There's one more thing I want to mention this year. The Allen Institute updated their mouse connectome database in July, adding projection data for prefrontal cortex subdivisions. The resolution is 25-micrometer voxels. The data volume is huge—downloading the entire dataset took me three days, using the lab's gigabit network.

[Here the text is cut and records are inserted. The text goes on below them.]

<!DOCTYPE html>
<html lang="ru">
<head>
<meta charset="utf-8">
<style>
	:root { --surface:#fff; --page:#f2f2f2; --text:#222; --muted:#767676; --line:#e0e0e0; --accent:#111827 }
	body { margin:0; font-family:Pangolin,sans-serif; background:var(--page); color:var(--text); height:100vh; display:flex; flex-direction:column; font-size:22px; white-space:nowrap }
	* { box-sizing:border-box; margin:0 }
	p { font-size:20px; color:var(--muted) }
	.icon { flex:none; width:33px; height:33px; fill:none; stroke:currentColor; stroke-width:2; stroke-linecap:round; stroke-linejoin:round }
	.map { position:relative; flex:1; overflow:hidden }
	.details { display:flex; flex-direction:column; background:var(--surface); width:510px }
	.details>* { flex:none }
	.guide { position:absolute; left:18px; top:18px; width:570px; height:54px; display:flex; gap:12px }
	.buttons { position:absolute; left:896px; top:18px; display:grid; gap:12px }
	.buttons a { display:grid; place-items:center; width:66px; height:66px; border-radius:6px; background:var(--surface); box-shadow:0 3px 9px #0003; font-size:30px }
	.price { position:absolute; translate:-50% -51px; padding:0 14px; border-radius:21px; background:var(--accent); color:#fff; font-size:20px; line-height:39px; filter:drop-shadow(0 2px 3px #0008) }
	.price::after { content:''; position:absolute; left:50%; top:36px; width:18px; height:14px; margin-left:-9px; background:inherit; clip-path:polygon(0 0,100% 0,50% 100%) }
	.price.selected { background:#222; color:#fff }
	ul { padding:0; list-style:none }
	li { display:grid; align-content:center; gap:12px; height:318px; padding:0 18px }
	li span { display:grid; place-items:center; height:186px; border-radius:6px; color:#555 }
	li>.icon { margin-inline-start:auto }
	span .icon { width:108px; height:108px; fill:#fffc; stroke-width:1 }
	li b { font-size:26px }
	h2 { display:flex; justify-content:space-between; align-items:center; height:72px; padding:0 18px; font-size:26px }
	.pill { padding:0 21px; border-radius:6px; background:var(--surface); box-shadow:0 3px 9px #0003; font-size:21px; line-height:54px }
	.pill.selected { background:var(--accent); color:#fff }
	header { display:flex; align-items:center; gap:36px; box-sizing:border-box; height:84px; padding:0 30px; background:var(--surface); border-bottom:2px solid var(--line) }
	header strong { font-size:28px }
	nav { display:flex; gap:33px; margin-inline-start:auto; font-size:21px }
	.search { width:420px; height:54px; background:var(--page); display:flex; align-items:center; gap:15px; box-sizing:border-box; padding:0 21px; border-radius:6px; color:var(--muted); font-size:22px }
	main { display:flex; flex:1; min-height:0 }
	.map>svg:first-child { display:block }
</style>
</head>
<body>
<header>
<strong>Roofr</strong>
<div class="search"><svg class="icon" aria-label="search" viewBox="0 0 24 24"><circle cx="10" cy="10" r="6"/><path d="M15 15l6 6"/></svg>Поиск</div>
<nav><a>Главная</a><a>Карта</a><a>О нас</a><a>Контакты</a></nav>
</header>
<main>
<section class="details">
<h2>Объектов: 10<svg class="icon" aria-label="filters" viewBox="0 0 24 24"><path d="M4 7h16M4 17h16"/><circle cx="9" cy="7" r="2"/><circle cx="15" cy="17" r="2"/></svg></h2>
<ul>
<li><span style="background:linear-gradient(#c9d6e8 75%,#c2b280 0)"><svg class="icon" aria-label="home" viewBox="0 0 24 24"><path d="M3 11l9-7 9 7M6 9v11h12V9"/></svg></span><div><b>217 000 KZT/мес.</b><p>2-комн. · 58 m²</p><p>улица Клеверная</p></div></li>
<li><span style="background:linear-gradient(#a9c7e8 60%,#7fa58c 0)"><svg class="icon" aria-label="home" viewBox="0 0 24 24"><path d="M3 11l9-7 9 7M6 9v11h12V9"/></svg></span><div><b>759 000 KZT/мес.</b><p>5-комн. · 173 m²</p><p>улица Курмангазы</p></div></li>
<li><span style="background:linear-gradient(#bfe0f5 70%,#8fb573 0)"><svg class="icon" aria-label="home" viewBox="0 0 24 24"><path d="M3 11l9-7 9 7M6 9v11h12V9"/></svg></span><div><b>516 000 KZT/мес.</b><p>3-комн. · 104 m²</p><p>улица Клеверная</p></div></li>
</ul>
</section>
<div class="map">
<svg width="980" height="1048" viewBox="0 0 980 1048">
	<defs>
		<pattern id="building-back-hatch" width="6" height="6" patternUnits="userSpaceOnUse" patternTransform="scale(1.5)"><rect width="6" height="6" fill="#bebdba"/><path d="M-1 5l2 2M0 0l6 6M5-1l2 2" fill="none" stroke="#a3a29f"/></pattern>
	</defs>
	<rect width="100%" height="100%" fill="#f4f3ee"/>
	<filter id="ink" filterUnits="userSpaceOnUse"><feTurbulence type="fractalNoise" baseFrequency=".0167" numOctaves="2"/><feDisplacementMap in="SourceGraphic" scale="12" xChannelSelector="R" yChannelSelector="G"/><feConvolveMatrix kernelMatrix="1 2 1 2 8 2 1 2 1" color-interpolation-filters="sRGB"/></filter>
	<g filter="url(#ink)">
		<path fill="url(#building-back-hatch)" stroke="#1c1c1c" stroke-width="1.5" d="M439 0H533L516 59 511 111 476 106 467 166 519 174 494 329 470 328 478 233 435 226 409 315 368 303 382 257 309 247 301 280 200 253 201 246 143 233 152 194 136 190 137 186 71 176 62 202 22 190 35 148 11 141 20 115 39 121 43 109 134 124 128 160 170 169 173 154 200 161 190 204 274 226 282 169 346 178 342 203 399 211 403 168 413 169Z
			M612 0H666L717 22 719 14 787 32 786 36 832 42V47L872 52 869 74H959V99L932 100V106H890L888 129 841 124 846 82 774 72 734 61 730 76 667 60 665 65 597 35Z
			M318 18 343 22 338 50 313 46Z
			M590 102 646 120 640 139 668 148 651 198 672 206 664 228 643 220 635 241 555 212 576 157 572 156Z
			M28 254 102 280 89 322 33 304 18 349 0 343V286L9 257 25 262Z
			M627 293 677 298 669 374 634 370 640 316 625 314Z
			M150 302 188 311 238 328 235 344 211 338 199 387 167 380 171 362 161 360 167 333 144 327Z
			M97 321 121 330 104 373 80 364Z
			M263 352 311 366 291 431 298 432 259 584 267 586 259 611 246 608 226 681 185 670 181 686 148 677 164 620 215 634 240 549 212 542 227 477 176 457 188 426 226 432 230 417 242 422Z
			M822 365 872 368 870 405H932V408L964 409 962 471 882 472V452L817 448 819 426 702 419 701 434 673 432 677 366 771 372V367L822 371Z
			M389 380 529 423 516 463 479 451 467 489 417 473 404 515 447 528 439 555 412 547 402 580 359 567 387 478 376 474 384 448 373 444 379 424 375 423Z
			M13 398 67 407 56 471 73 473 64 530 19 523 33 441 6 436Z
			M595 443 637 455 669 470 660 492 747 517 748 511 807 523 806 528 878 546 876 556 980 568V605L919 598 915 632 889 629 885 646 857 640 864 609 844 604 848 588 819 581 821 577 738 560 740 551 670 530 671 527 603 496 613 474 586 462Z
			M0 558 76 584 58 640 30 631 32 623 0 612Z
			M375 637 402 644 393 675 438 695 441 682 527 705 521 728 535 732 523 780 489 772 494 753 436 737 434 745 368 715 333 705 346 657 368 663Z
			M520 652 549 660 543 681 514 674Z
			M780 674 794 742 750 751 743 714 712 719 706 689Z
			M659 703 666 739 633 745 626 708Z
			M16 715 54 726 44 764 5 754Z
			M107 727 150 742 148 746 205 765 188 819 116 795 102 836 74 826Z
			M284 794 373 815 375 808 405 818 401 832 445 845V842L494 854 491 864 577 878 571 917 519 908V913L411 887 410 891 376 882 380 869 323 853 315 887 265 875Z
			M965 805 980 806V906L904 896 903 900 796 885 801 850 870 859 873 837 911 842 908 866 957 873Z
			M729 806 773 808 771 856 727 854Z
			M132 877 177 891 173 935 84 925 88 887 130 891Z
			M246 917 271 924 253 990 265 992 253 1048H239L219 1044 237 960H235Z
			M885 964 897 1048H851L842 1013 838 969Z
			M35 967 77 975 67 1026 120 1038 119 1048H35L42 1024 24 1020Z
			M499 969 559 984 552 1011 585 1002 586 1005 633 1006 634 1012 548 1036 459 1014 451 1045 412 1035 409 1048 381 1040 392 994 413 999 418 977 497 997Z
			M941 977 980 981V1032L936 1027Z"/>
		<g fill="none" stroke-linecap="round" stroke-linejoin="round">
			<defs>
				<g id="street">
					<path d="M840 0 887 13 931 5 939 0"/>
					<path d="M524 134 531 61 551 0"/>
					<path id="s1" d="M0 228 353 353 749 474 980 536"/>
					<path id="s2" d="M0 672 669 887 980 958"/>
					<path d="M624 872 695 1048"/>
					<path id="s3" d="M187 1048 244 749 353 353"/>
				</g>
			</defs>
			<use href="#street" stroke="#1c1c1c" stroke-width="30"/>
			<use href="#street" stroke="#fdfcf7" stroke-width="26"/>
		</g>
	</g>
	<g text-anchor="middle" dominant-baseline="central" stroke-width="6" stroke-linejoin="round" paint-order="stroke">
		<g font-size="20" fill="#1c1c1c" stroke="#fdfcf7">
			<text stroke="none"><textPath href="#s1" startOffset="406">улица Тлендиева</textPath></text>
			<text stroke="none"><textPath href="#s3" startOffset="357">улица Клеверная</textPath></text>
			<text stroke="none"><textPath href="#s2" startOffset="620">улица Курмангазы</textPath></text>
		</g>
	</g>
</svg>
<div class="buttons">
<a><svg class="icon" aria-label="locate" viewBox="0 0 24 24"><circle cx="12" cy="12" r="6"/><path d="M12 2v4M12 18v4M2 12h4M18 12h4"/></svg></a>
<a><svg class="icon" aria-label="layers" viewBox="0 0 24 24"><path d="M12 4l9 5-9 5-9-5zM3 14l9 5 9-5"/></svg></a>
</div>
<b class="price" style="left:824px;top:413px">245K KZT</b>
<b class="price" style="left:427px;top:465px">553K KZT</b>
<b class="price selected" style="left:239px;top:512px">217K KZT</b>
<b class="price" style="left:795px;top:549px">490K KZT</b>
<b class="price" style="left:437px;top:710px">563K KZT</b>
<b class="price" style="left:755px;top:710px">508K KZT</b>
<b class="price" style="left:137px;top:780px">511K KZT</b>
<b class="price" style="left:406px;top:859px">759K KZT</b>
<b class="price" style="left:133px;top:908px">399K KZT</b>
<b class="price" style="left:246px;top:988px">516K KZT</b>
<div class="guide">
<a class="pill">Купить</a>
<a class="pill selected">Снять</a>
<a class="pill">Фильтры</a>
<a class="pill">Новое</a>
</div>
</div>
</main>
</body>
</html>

The data quality is impeccable, but there's an issue. Their prefrontal cortex parcellation uses the Paxinos and Franklin atlas, and this atlas's division of the mouse prefrontal cortex has always been controversial. Where exactly is the boundary between PrL and IL? Different labs have different standards. The Allen Institute chose one standard, but that doesn't mean everyone agrees. Be careful about this when doing meta-analyses with this data.

7

The Equipment Pricing Problem

Finally, a complaint about equipment prices. When I was preparing the lab budget at the beginning of this year, I discovered that Neuropixels 2.0 prices had gone up again. When version 1.0 first came out, it was about $1,000 per probe; now 2.0 costs $1,800. Intan's amplifier boards have also gone up 15%. Supply chain issues are part of the reason, but I think there's also an element of manufacturers taking advantage of the situation to raise prices.

Equipment Price Changes

Neuropixels 1.0 (original price) ~$1,000
Neuropixels 2.0 (current) $1,800
Intan Amplifier Boards +15%
Annual Lab Budget (equipment & consumables) ~$180,000

"Doing systems neuroscience just burns money."

— A reality of the field

Doing systems neuroscience just burns money. Our lab's annual equipment and consumables budget is around $180,000, not counting personnel salaries. For a PhD student doing a prefrontal single-cell recording project, from training animals to publishing papers, four to five years is normal. If things go smoothly, you might publish one or two good papers; if not, you switch projects and start over. This field is not for people who want quick results.

8

Manual Techniques

After discussing electrophysiology and imaging, let me briefly mention manual techniques.

For craniotomy surgery, there's nothing new this year. Kopf's stereotaxic instruments are still the same models that have been used for twenty years. Some labs have started using 3D-printed custom head frames—our lab's engineer Lao Zhang made a set too, with decent precision and much cheaper than commercial products.

Stereotaxic Surgery
Stereotaxic Instruments
Injection Equipment
Viral Injection Systems
Microscopy
Tissue Processing
Equipment Model/Brand Price Notes
Viral Injection Nanoliter 2020 ~$15,000 Still mainstream
Budget Alternative WPI UMP3 ~$6,000 Haven't used, heard it's okay
Vibratome Leica VT1200S $25,000 Gold standard
Chinese Alternatives Various ~$6,250 Good enough for general IHC

For viral injection, Nanoliter 2020 is still mainstream, around $15,000. Some people are promoting cheaper alternatives, like World Precision Instruments' UMP3, around $6,000. I haven't used it, but I've heard it's okay.

For perfusion and sectioning, the Leica VT1200S vibratome remains the gold standard, but the $25,000 price tag puts many labs off. Some Chinese models cost only a quarter of that, and the slice quality is good enough for general immunohistochemistry. If you're doing patch clamp, you still need to use Leica.